The economy is in the tank after 30+ years of trickle down economics, the trickle it turns out to be is the errant drop of piss that lands on you after the rich are finished with the job and putting it back in their pants. The government is run by two corrupt parties that are opposite sides of the same coin, that coin happens to be in the pocket of the wealthy and your concerns about jobs, climate change, the environment, your mortgage or the future of your children means nothing.

Change you can believe in happens to be the few coins rattling in the paper cup you shake at passerby’s on Fifth Avenue carrying their shopping bags, shades of Barbara Kruger’s “I shop therefore I am.”

We live in an increasing national security state which the Stasi would admire because here in America people not only don’t care that the state data mines phone calls, emails, etc but they put their status on Facebook with glee, maybe that is what glee is?

The internet supposedly helped spawn the Arab Spring but here in the U.S. our over abundance of technology keeps us in a state of constant arousal, hyped and overfed with images, marketing and obedience. Is there an app for that?

What happened to any real dissent about the issues that face us? Even those have been co-opted, you can wear your dissent carrying your WNYC bag while you shop at Whole Foods buying local produce or fair trade goods because it is only through the expense of capital that your voice will be heard, NOT.

So where does this leave art? In too many cases narcissism reigns supreme. It’s about me, me posing in a girlscout uniform while two buildings burn in the background or in the remaking or more branding of an older performance artist redoing her work.

That’s the industry though, the monster that absorbs everything indiscriminately. It is somehow appropriate that the blob oozed through the projection booth of the movie theatre and swallowed those less attentive. Me, I prefer to imagine myself a little latter as Steve McQueen trying to outrun the Nazi’s on my motorcycle.

I remember when I first moved to New York in the late 80’s catching James Rosenquist in an interview describing art as “an abstract mental garden for people to live, think, work and exist in.” Yeah, that is what art does for me and I say art with a small a.

I had a studio visit with an artist about ten years older than I a few years after that when I was struggling with a series of new works that questioned my taste and ideas of beauty. He casually said “it looks like Art with a capital A” and then gave me a knowing glance. That glance withered me but in a good way. Art with a capital A is the academy, is the approval given to one by the culture like the kitchen ratings now becoming ubiquitous on restaurants in New York City. Over thought, over worked, over consumed and about as nutritional as a McDonald’s hamburger, McCulture. The late stages of consumerist capitalism where all that matters is market, market, market.

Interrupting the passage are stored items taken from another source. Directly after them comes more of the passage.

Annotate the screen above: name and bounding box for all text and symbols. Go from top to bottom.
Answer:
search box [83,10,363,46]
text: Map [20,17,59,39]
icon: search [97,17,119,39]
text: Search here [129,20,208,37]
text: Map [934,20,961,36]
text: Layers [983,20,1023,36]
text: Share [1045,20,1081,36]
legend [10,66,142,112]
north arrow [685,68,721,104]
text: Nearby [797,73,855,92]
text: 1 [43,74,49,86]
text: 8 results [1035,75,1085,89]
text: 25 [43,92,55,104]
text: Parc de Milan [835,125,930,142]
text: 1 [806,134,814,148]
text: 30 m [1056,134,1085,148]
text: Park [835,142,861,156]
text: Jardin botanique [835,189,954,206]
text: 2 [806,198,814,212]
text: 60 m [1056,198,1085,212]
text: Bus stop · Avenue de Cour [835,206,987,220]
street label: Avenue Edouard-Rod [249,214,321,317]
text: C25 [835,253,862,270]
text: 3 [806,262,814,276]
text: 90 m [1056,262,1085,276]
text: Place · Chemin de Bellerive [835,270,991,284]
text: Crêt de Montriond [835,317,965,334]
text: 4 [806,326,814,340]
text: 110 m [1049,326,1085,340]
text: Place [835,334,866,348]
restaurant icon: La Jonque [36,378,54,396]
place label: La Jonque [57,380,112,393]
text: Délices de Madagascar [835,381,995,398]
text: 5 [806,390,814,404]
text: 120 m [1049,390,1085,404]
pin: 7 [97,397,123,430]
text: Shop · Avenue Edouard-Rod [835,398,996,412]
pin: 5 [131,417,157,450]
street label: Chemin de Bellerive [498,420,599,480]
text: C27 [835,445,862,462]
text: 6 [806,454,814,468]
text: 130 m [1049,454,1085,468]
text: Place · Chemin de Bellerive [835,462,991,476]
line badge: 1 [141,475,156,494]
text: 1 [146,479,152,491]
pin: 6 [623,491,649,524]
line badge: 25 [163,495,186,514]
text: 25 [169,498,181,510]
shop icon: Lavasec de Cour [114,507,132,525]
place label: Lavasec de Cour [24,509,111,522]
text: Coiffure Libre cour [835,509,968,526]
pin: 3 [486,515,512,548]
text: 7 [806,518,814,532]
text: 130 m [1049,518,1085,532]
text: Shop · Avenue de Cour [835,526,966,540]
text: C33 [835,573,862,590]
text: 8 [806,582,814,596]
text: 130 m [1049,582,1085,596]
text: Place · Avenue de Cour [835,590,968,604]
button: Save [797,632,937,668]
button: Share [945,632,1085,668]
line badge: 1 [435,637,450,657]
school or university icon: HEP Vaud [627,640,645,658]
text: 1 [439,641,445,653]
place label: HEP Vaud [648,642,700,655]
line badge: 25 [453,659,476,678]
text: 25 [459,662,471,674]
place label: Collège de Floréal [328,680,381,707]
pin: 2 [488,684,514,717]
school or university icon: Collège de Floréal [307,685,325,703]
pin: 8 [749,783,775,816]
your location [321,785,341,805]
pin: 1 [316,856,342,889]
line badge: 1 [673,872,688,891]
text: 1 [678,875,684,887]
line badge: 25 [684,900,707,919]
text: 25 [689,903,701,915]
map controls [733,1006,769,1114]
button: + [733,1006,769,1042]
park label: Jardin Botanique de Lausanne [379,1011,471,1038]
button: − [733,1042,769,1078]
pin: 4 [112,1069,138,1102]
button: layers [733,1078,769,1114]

But that is only one side of the culture. See I have this garden in my studio, I don’t intend to keep it a secret. In it I work out all kinds of ideas, mostly my concern is about the nature of images.

I’ve been reading Joseph Leo Koerner’s “The Reformation of the Image” a book dealing with images within the nascent Lutheran Church. Highly recommended. These lines popped up- pg 148 “How exactly are words less deceptive and more communicative than images? Pg 150 “Do words teach more effectively than images simply because their content can be rephrased in other words?” They are rhetorically asked in line of the argument Koerner is making but they struck me and I took note of them.

Because when I read the second line I realized for myself at least that is one of the ways I approach my ideas about images. Take Manet’s “Le déjeuner sur l'herbe” isn’t this a rephrasing of Titian? Or Picasso’s late copies of Velázquez’s “las maninas”?

It is out of some personal torment of love that drives me, my personal need to deal with as Paul Valery stated-

“A pleasure which sometimes goes so deep as to make us suppose we have a direct understanding of the object that causes it; a pleasure which arouses the intelligence, defies it, and makes it love its defeat; still more, a pleasure that can stimulate the strange need to produce or reproduce the thing, event, object, or state to which it seems attached, and which thus becomes a source of activity without any definite end, capable of imposing a discipline, a zeal, a torment on a whole lifetime, and of filling it, sometimes to overflowing -- such a pleasure presents a singularly specious enigma, which could scarcely escape the attention or the clutches of the metaphysical hydra.”

So enough death art for me, no need for clownish sailors on the high seas or celebrity portraits that only reaffirm the worst of our narcissistic tendencies. I’ll look elsewhere thank you, reality outside of McCulture has more to offer.